Lexipedia

Marra Ada · Nationalrat · 2020-09-24

Marra Ada · Nationalrat · Waadt · Sozialdemokratische Fraktion · 2020-09-24

Wortprotokoll

Votre commission s'est penchée sur cet objet lors de sa séance du 13 août dernier. Etaient notamment présents pour le Secrétariat d'Etat au migrations, M. Mario Gattiker, secrétaire d'Etat, et Mme Jasmin Schnydrig, référente Etat-major Affaires juridiques.

Ce projet de loi provient d'une initiative Müller Philipp, qui a vécu une longue vie, car elle est en traitement depuis quatre ans, avec des circonstances différentes à chaque étape de son traitement et des résultats toujours serrés en commission. Elle demande en effet que le regroupement familial des personnes à protéger soit réglementé de la même manière que celui des étrangers admis à titre provisoire. Ces derniers possèdent ce qu'on appelle un permis F, alors que la première catégorie a un permis S. Ce permis S a été mis en place après l'arrivée en nombre de ressortissants d'ex-Yougoslavie dans notre pays suite à la guerre. Ce statut devrait permettre à la Suisse de réagir en cas d'arrivée de personnes en grand nombre et en cas de crise aiguë, si le système "ordinaire" de l'asile ne devait pas pouvoir y faire face. Ce statut S a été ancré dans la loi lors de la révision de la loi sur l'asile en 1998, il y a donc plus de 20 ans. Or, les conditions d'octroi du regroupement familial sont différentes entre les permis F et les permis S. Pour les permis F, les membres de la famille proche ne peuvent être inclus dans l'admission provisoire qu'au plus tôt après l'obtention de ce permis. Pour les permis S, la protection serait donnée théoriquement également au conjoint ou au partenaire enregistré, ainsi qu'aux enfant mineurs, dès qu'une personne l'obtiendrait. Théoriquement, parce que, de fait, ce statut n'a jamais été utilisé. Même si cette initiative ne parle pas directement du bien-fondé ou non de ce statut, le fait qu'il ne s'applique jamais entre en ligne de compte quant à l'opportunité de le supprimer ou non, notamment par rapport au regroupement familial. [PAGE 1820]
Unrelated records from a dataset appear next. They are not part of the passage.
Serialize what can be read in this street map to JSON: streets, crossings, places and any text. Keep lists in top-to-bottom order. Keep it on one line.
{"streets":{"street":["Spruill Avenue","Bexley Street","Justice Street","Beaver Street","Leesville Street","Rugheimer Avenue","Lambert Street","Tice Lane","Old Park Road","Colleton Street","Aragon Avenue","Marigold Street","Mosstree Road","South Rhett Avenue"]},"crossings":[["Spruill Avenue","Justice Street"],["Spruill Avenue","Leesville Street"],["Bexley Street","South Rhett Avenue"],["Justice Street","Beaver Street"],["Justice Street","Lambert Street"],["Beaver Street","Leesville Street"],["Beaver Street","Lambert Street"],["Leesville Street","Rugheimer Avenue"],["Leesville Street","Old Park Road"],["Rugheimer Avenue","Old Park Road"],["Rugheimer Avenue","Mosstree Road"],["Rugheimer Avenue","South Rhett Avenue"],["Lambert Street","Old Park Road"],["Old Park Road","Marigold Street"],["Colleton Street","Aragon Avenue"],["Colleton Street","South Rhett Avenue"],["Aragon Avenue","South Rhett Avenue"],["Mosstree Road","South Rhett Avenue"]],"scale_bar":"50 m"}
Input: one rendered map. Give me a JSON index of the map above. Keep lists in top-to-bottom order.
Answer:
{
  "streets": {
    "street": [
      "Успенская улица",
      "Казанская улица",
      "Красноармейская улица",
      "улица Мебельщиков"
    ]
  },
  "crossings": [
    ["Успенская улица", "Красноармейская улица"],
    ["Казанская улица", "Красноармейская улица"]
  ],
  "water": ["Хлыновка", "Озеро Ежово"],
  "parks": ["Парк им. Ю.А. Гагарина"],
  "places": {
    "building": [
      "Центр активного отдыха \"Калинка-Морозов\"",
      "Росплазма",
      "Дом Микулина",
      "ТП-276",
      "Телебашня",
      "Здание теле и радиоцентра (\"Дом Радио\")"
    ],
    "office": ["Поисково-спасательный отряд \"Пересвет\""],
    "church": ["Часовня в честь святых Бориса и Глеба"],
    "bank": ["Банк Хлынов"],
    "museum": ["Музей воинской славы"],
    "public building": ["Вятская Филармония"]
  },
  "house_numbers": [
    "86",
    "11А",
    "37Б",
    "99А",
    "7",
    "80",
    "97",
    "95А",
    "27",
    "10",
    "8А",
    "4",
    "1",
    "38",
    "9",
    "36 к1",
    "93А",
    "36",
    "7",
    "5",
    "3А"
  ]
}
Le Conseil fédéral explique qu'il n'a jamais utilisé ce statut, premièrement, car le système d'asile suisse n'a jamais été dans l'incapacité de fonctionner, et deuxièmement, parce que le permis S est fait pour être déployé lors d'une période de danger général grave, mais courte. Or, l'expérience a montré, par exemple avec la Syrie, que la fin des menaces est peu prévisible.

Cette initiative parlementaire a donné lieu à un projet de loi qui vous est présenté aujourd'hui et à propos duquel la majorité de la Commission des institutions politiques de notre conseil vous demande de ne pas entrer en matière. La majorité de la commission a en effet considéré qu'il n'avait jamais réellement de valeur ajoutée concernant le regroupement familial, puisqu'il n'est pas utilisé.

Par contre, la discussion s'est dirigée sur le statut du permis F, à savoir l'admission provisoire. Ce statut F présente plusieurs problématiques, notamment la durée du provisoire, puisque la moitié des permis provisoires durent plus de dix ans. Une réforme avait été envisagée par le Conseil fédéral et le Conseil national, mais le Conseil des Etats n'en avait pas voulu, et la réforme avait été ensuite abandonnée.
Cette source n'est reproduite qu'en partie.